### Goal of the exercise:
Work out how many lines in the records contain the word "margin", and give that number alone.
■ ■ ■
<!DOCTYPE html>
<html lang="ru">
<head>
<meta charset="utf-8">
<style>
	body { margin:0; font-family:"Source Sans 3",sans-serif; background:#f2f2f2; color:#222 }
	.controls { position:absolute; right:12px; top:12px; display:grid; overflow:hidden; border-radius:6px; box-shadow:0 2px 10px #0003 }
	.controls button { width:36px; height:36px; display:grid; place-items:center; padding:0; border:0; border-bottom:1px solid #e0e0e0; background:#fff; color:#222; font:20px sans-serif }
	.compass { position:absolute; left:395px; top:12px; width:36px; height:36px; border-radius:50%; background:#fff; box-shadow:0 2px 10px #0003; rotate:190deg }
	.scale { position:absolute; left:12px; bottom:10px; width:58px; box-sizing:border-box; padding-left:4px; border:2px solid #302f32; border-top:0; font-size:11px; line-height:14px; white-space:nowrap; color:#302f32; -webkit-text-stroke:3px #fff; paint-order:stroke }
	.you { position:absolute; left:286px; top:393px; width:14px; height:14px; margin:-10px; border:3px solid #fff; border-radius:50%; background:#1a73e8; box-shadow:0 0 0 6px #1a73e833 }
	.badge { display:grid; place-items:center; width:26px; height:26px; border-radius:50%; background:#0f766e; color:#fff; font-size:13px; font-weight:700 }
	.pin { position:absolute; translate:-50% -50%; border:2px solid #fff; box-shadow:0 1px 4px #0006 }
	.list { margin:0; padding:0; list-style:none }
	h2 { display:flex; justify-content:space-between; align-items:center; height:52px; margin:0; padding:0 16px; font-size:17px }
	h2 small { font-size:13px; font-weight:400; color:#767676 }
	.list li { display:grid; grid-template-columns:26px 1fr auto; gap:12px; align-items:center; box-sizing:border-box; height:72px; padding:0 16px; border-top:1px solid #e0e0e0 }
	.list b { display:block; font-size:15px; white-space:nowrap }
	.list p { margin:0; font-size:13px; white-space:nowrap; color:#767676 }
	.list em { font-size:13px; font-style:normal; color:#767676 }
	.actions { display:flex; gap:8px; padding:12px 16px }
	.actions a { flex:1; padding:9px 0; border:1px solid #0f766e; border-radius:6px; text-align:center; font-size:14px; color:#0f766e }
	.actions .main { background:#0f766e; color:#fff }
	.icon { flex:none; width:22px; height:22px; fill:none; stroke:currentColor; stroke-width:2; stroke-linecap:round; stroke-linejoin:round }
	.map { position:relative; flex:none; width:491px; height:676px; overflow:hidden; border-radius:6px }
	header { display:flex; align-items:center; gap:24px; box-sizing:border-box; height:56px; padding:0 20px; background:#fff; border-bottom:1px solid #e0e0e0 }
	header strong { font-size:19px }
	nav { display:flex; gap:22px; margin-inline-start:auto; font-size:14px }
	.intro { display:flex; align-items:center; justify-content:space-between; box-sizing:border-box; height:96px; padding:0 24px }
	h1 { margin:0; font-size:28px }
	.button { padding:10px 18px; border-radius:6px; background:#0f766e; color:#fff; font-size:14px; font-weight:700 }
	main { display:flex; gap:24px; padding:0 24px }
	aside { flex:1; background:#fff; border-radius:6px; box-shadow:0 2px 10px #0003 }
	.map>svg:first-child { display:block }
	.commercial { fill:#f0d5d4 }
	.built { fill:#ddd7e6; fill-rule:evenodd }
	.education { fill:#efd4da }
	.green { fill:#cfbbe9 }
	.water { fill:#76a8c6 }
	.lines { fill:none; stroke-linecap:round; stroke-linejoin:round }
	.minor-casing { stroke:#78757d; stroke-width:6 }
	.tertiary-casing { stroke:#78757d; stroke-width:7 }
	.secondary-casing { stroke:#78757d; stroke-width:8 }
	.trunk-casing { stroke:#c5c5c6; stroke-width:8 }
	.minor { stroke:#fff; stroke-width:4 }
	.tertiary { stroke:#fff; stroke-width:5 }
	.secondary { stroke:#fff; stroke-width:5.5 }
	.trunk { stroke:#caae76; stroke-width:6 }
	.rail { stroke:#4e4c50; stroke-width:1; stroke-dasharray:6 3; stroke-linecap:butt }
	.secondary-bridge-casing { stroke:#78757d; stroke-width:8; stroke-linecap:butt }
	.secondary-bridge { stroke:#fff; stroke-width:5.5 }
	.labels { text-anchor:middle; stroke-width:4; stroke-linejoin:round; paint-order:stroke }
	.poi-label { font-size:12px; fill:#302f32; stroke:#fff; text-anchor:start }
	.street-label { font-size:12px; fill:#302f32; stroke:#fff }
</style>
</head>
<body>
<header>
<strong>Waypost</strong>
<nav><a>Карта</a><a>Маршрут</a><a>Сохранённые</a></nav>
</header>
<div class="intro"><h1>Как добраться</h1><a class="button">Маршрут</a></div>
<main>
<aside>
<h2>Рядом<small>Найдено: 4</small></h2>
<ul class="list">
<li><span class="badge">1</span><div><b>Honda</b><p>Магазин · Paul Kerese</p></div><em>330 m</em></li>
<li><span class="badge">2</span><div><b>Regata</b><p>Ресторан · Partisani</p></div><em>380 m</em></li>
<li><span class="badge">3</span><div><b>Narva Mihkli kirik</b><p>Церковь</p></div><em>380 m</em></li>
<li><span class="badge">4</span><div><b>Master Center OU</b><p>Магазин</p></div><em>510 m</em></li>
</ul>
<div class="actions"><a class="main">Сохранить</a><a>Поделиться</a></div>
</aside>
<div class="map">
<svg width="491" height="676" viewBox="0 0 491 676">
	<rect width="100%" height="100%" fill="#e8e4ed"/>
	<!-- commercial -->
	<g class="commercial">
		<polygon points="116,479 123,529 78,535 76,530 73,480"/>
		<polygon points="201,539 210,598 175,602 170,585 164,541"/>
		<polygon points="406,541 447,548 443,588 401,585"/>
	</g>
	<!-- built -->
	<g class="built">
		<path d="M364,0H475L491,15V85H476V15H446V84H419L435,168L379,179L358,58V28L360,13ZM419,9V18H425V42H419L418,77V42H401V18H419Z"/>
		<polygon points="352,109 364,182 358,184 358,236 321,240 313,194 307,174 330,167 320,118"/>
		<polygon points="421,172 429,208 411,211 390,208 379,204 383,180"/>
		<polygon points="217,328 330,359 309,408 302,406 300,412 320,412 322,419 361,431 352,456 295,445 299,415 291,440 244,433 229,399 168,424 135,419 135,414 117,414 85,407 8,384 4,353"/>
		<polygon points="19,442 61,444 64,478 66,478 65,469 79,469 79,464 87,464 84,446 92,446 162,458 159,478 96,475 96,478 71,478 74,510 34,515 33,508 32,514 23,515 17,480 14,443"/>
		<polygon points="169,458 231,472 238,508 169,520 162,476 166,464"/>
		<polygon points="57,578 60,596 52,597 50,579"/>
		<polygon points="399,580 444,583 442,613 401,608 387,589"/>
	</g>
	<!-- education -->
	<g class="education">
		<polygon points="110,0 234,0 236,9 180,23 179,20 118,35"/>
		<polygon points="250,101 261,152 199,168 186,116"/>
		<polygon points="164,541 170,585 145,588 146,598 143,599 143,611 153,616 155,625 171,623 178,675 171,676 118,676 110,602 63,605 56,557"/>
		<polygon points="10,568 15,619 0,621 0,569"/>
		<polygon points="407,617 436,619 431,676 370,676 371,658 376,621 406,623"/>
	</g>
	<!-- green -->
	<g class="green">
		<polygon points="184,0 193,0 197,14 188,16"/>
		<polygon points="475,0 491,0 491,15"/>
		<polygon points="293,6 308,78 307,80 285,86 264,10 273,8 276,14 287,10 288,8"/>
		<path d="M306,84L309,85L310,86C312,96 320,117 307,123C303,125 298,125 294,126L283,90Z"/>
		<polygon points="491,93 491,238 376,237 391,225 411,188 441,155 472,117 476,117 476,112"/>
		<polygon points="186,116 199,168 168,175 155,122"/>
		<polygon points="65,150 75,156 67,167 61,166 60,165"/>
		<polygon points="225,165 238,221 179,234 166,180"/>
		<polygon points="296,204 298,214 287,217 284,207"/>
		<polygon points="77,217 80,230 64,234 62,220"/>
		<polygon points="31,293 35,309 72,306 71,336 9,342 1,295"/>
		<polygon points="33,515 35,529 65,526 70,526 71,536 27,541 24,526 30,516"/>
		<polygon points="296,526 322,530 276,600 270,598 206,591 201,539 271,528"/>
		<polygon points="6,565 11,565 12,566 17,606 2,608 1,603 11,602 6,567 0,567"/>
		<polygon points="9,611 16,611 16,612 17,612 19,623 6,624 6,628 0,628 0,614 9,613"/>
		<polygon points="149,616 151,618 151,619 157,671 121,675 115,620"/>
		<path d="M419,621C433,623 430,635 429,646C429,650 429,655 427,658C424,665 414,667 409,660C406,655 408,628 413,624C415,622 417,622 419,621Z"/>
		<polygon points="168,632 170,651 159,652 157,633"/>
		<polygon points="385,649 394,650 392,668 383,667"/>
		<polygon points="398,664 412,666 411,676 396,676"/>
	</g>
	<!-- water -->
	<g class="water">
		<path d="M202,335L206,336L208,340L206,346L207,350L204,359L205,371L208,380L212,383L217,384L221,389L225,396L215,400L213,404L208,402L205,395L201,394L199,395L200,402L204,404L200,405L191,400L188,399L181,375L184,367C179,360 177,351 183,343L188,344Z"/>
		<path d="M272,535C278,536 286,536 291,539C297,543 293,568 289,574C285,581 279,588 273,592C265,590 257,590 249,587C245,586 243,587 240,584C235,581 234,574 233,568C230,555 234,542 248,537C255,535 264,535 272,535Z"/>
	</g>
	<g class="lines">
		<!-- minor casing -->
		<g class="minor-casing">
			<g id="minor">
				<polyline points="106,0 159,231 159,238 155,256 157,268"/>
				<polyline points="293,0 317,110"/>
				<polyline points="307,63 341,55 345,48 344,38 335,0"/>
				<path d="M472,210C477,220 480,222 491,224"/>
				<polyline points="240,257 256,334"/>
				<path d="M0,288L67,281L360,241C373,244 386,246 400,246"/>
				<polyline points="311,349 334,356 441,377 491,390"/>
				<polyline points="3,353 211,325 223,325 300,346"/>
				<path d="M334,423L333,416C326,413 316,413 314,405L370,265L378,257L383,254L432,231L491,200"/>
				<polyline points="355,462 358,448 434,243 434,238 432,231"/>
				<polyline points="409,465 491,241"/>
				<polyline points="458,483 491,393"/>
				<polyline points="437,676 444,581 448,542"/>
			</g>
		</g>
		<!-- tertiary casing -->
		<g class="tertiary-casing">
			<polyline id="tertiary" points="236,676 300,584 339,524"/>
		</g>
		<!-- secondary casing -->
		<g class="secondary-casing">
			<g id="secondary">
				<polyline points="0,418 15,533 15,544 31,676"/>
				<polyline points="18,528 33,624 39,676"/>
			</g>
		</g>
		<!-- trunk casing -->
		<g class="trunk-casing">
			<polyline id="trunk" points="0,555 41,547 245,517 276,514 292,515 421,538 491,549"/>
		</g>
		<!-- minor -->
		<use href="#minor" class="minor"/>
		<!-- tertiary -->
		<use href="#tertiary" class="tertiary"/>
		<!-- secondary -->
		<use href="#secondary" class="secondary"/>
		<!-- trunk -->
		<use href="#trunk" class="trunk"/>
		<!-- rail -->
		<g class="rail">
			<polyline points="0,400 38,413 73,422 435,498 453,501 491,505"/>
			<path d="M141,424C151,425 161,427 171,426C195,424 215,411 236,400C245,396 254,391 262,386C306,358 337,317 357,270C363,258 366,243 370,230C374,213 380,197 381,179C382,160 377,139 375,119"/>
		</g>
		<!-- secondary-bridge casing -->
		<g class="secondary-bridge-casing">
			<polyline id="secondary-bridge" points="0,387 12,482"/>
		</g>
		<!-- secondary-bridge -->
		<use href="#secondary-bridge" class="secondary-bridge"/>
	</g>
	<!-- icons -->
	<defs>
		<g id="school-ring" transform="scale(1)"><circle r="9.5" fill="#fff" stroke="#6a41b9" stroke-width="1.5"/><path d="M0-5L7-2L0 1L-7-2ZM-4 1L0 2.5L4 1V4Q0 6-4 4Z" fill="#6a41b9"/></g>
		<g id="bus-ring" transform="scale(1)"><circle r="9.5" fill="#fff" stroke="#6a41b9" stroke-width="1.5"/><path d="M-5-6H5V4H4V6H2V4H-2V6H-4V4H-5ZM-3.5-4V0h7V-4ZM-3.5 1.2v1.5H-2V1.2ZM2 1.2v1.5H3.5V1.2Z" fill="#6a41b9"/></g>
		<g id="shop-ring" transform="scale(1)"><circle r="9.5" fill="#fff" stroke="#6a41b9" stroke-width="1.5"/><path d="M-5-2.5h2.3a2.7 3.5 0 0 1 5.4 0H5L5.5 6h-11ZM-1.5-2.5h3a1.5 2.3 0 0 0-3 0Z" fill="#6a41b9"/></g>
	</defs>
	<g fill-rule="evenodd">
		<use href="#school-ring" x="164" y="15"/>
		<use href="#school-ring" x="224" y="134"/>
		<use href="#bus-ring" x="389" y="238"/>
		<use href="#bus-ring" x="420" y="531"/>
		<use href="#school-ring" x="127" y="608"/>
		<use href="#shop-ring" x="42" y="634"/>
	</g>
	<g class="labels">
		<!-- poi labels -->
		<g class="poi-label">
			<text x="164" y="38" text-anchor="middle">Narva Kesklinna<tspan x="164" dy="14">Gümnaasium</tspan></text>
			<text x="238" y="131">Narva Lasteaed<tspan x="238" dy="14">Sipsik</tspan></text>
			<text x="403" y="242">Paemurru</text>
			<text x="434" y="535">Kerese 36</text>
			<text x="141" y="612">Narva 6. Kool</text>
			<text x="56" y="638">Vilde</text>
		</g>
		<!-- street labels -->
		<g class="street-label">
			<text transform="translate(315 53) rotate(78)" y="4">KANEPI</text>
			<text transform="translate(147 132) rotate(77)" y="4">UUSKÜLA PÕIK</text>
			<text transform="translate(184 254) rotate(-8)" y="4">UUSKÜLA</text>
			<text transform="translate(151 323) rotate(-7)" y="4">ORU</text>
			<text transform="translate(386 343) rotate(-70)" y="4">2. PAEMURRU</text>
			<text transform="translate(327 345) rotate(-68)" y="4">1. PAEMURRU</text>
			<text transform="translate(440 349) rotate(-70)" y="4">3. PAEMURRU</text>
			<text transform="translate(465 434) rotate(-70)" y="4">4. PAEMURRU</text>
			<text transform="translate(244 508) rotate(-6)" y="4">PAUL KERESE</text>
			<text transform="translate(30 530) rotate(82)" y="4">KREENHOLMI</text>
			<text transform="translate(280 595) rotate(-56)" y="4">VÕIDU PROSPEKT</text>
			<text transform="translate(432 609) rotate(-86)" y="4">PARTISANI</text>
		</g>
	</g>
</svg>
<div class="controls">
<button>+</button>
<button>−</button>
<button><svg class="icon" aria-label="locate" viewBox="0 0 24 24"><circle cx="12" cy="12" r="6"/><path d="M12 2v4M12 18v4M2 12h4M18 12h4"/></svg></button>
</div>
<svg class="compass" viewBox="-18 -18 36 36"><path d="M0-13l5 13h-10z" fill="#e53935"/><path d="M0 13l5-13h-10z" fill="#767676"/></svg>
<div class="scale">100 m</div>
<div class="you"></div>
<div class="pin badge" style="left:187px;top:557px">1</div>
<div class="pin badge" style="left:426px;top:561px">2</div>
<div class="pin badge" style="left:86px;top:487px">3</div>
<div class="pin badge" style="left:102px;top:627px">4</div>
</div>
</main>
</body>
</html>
■ ■ ■
### Solution:
7